Para alguien como él, que valoraba profundamente cada instante de vida y encontraba significado incluso en los momentos más pequeños, las decisiones de Yuya eran un enigma.

¿Qué podía estar pasando por la mente de aquel joven para elegir la fuga en lugar de enfrentarse a lo que le aguardaba?

Un escalofrío subió por su columna.

El recuerdo del expediente de Yuya le asaltó de pronto, con una claridad hiriente.

Un cuerpo desnutrido, heridas mal curadas. Ah, sí, era un historial de negligencia, sin duda alguna.

Era un milagro que el chico siguiera con vida. Y, sin embargo, allí estaba, desafiando su propia supervivencia con actos impulsivos y desesperados.

Hoshiyomi forzó a sus piernas a moverse más rápido, aunque el ardor en sus músculos amenazaba con detenerlo.

"No puedo detenerme". Pensó con obstinación, aunque su cuerpo estuviera al límite.

Fue entonces cuando las palabras de un colega en la sala de descanso regresaron a su memoria, trayendo consigo una oleada de rabia.

—Ese chico no es más que otro caso perdido —había dicho con tono despreocupado mientras hojeaba un expediente—. ¿Por qué te esfuerzas tanto, Hoshiyomi? Hay pacientes que realmente lo merecen. —

Hoshiyomi había alzado la vista de sus propias notas, intentando mantener el control.

—Todos los pacientes merecen nuestro esfuerzo —Había respondido con suavidad, pero sus ojos reflejaban firmeza—. No somos quiénes para juzgar quién merece vivir o no. —

El hombre había soltado una risa seca.

—Eres demasiado idealista. La realidad no funciona así, ¿sabes? —Dijo su colega, recostándose con descuido en la silla frente al escritorio de Hoshiyomi. Su tono era más de resignación que de burla, aunque el aire condescendiente seguía presente.

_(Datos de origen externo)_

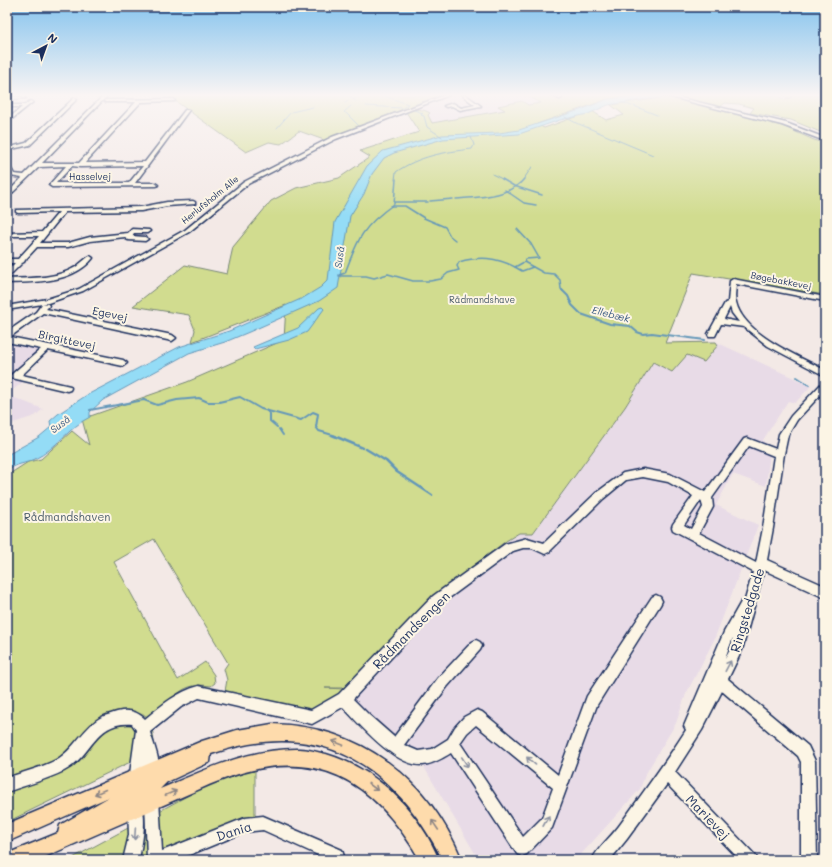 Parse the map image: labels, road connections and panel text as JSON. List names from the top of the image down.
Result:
{
  "streets": {
    "street": [
      "Hasselvej",
      "Herlufsholm Alle",
      "Bøgebakkevej",
      "Egevej",
      "Birgittevej",
      "Ringstedgade",
      "Rådmandsengen",
      "Marievej",
      "Dania"
    ]
  },
  "crossings": [
    ["Ringstedgade", "Marievej"]
  ],
  "water": ["Suså", "Ellebæk"],
  "parks": ["Rådmandshave", "Rådmandshaven"],
  "north": "top right"
}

Hoshiyomi, sentado con la espalda recta, alzó la mirada de las notas que estaba revisando. Sus ojos brillaban con esa tranquilidad inquebrantable que tanto desconcertaba a quienes lo conocían.

—Funcione o no, voy a lograrlo. ¡Alcanzaré el cielo! —Replicó con una voz tan firme que llenó cada rincón de la habitación.

Su colega parpadeó, sorprendido por la fuerza detrás de aquellas palabras, aunque en el fondo seguía pensando que eran poco prácticas.

—¿No sueñas demasiado alto? —Murmuró, cruzando los brazos—. Algún día alguien va a lastimarte por eso, ¿sabes? Los ideales no detienen las flechas ni las piedras. —

Hoshiyomi se quedó en silencio.

Su primer impulso fue responder, defender aquello en lo que creía con la misma pasión que lo guiaba día a día. Sin embargo, recordó las palabras de su padre, siempre sabio y prudente: "Enfrentar a un tonto te hace igual de tonto."

Así que en lugar de entrar en un debate que sabía sería inútil, desvió la mirada de su colega y volvió a las notas frente a él.

Una pequeña sonrisa cortés se formó en sus labios, un gesto que decía más de lo que cualquier palabra podría transmitir.

No era que no respetara la opinión de su colega; sabía que, a su manera, intentaba protegerlo.

Después de todo, trabajaban juntos desde hacía años, y aunque sus perspectivas chocaban constantemente, había entre ellos una base de respeto mutuo.

Pero Hoshiyomi no podía ni quería renunciar a sus creencias.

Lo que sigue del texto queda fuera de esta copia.